Ona was unlike any other block theme submitted to the directory at that point. If not paying attention, one could mistake it as a classic theme. It was well-designed in its own right, regardless of the system under the hood. However, most block themes were bare-bones experiments for a system struggling to launch. Ona carried a promise that block themes did not need to suck all the life out of design to function.
At the time, the theme had bugs that were not of its own making. Depending on a user’s site structure, default images could return a “404: Not Found” result. The Pattern block did not exist in either WordPress or Gutenberg, and themes had no surefire way of inserting dynamic data. However, Ona now uses this feature to create beautiful default templates.
Not only does the Ona parent do this, but the Ona Creative child theme reuses and rearranges those patterns without needing to write nearly as much new code. The front page template adds a custom header but inserts two existing patterns to set its design apart from its parent:
But, there are also some missed opportunities with Ona Creative. While it uses patterns from its parent theme, there are sections in its front page template that would have made perfect patterns themselves. Users may like the default posts Query block and want to use its layout on other pages.
The following testimonial section definitely makes sense as a pattern:
At this point, I am not sure if directly inserting most block code in theme templates is an ideal path. If it is good enough to be in a template, why not make it reusable? I have hardly seen cases where theme templates should not just be made up of one or more patterns.

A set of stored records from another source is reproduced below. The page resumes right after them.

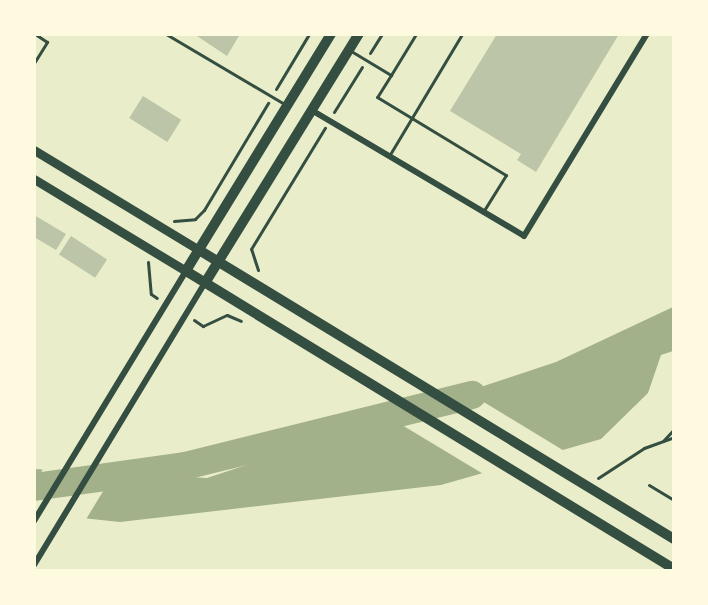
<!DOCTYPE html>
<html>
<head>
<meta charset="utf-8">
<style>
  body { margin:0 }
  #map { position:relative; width:708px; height:605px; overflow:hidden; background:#e9edc9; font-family:"Fira Sans",sans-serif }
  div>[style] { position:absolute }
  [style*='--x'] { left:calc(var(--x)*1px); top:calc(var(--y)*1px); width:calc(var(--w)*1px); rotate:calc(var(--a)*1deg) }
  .water>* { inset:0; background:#a3b18a }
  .pier>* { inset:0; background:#e9edc9 }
  .river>* { height:28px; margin:-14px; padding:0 14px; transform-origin:14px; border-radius:14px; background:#a3b18a }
  .building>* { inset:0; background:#bcc5a7; transform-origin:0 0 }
  .path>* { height:3px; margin:-1.5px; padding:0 1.5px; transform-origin:1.5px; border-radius:1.5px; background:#344e41 }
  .service>* { height:3px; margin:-1.5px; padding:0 1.5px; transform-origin:1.5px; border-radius:1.5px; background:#344e41 }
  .minor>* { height:6px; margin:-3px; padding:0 3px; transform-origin:3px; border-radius:3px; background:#344e41 }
  .secondary>* { height:9px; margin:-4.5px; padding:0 4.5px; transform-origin:4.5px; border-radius:4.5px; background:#344e41 }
  .primary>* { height:10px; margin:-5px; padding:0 5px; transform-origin:5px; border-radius:5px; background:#344e41 }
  span { translate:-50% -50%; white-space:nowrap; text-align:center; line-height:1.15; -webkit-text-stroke:5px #fefae0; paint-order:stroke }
  .frame { position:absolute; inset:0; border:36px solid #fefae0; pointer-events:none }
</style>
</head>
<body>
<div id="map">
  <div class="water">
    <i style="clip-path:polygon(673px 307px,673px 351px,661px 355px,648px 393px,601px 439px,441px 485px,120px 522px,35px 513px,34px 469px,207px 478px,556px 362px)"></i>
  </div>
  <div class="pier">
    <i style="clip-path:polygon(464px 390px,566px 452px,485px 475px,387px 416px)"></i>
    <i style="clip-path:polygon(44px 467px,116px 470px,85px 521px,34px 516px,35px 483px)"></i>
  </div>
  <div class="river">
    <i style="--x:34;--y:487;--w:152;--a:-7.9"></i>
    <i style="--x:185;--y:466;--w:296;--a:-13.9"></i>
  </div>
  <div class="building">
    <i style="clip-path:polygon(194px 34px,240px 34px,227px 56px)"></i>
    <i style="clip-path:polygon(497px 34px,619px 34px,536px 172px,517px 160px,521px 154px,450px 111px)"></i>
    <i style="left:143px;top:96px;width:45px;height:26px;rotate:32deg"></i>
    <i style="clip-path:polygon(34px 215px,66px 234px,56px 250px,34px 237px)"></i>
    <i style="left:71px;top:236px;width:43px;height:22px;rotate:33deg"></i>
  </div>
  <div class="path">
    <i style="--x:370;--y:53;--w:22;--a:-58"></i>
    <i style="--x:276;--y:89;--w:64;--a:-59"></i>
    <i style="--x:334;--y:112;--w:53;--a:-58.1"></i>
    <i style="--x:174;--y:221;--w:21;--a:-5"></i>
    <i style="--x:195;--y:219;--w:13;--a:-45"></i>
    <i style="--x:204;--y:210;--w:125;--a:-59.1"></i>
    <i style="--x:148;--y:262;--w:32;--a:85"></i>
    <i style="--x:151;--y:294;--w:7;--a:34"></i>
    <i style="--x:258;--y:270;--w:22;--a:-108"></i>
    <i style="--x:251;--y:249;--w:142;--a:-58.6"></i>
    <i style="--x:194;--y:320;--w:11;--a:34"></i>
    <i style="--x:203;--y:326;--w:26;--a:-25"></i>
    <i style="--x:227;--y:315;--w:15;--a:23"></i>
    <i style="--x:663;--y:441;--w:16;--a:-47"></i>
    <i style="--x:598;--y:478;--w:55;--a:-33.1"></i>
    <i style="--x:644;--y:448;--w:32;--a:-20"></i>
  </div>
  <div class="service">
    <i style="--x:166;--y:34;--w:139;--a:30.6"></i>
    <i style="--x:351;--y:51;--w:47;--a:31"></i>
    <i style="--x:391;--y:75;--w:26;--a:122"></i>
    <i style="--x:377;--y:97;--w:151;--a:31.2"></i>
    <i style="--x:506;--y:175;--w:44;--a:121.9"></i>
    <i style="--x:34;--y:63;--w:25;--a:-58"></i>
    <i style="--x:47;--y:42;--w:14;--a:-146"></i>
    <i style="--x:391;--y:75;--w:48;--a:-58.6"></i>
    <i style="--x:389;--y:156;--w:142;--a:-59.1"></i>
    <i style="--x:649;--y:485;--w:29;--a:31"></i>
  </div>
  <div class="minor">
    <i style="--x:313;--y:111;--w:245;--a:30.6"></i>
    <i style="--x:524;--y:236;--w:237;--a:-58.7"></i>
    <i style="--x:34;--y:521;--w:293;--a:-58.7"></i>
    <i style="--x:34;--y:565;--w:330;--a:-58.8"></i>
  </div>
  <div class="secondary">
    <i style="--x:34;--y:150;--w:193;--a:31.2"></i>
    <i style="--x:34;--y:179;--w:178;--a:31.2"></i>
  </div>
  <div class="primary">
    <i style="--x:331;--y:34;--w:278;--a:121.5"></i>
    <i style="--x:186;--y:271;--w:572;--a:31.41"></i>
    <i style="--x:199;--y:250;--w:556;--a:31.32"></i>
    <i style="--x:205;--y:283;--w:293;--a:-58.3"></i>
  </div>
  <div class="frame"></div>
</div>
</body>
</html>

The most significant issue I have with Ona and Ona Creative is that they eschew the block-style system in favor of custom classes. For example, the theme has two classes that it adds to the Cover block in this section of its front-page template:
The first styles the inner border, and the second creates a hover effect that zooms in on the background. There are two ways for users to recreate this design on the Cover block elsewhere. Either copy and paste one of the blocks in the pattern or manually type the classes under the “Advanced” section of the block options sidebar.
The same is true for the cursive handwriting style used in some sections. Users must manually add the ona-alt-font
class instead of picking it from the design tools. I am willing to give a pass on this because font-family selection should be handled via the Font Family block control. However, this is not yet supported for blocks like Heading and Paragraph in WordPress.
Both are cases of the old way of designing themes, requiring users to jump through hoops to recreate a specific look. Themers need to leave this way of thinking back in the classic era. The block system has a standardized block styles feature that allows users to select these classes visually. If they are registered via the theme, users can recreate that same design with literally any block that supports them.
There is a simple question to ask when deciding whether to register a block style: Is the class on a block in a pattern or template? Except in some rare use cases — usually involving headers and navigation — the answer is almost always that the custom class should be a block style.
I may be a bit nit-picky about the implementation of some features. The space is still largely unexplored — Ona Creative is only #56 out of 58 block themes in the directory. This does not take away from how well-designed it is.
And the one thing that DeoThemes continues to get right is the design. Ona Creative deserves to grace the front end of many WordPress sites. Its development team has kept up with changes to the block system, the typography is on-point, and it simply looks good.